Activity: Anywhere the string "marker" shows up in the listing below, copy the line it is in.

Source information:

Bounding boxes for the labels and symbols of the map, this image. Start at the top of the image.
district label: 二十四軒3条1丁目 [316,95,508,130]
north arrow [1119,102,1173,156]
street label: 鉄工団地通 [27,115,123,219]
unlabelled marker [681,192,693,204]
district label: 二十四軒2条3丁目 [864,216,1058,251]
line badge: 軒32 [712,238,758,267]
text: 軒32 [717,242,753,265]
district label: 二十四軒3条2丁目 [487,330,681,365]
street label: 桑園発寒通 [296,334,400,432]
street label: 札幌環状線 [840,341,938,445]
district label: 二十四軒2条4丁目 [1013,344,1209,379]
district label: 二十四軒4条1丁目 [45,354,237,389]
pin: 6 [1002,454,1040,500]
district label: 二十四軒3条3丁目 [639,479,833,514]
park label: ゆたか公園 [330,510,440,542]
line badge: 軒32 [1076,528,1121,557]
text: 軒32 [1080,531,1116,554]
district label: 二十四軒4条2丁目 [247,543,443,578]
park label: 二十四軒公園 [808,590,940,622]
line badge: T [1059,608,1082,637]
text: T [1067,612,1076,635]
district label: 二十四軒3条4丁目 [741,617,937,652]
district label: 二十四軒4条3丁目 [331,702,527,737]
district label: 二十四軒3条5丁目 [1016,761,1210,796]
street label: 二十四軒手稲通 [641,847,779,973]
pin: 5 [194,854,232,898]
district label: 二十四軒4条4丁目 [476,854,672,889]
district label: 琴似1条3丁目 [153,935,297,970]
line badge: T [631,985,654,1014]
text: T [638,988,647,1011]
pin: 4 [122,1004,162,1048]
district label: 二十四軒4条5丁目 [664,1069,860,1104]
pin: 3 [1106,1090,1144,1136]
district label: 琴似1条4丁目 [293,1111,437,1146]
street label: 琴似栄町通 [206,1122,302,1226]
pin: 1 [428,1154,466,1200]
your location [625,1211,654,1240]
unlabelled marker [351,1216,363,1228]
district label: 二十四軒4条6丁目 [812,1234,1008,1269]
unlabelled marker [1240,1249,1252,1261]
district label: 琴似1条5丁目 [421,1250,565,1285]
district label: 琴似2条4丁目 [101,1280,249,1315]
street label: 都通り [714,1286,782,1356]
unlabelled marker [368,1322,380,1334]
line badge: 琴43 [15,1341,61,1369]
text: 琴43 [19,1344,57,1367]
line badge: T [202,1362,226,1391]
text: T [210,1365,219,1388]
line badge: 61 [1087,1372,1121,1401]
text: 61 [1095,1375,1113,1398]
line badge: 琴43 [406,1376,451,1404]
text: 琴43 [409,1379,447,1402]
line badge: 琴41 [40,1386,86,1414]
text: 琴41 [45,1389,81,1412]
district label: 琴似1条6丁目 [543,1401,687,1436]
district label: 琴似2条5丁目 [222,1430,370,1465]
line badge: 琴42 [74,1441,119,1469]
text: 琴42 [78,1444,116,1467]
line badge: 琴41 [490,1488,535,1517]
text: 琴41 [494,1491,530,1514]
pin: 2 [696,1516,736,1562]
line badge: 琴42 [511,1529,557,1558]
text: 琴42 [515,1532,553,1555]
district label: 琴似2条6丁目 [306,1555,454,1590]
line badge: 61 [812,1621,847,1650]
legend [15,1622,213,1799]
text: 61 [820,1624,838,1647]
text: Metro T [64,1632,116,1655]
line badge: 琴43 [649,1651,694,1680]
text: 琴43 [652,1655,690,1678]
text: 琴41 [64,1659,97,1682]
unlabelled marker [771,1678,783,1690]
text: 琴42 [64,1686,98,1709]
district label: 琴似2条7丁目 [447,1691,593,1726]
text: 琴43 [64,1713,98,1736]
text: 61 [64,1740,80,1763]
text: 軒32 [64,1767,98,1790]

Output of the exercise:
unlabelled marker [681,192,693,204]
unlabelled marker [351,1216,363,1228]
unlabelled marker [1240,1249,1252,1261]
unlabelled marker [368,1322,380,1334]
unlabelled marker [771,1678,783,1690]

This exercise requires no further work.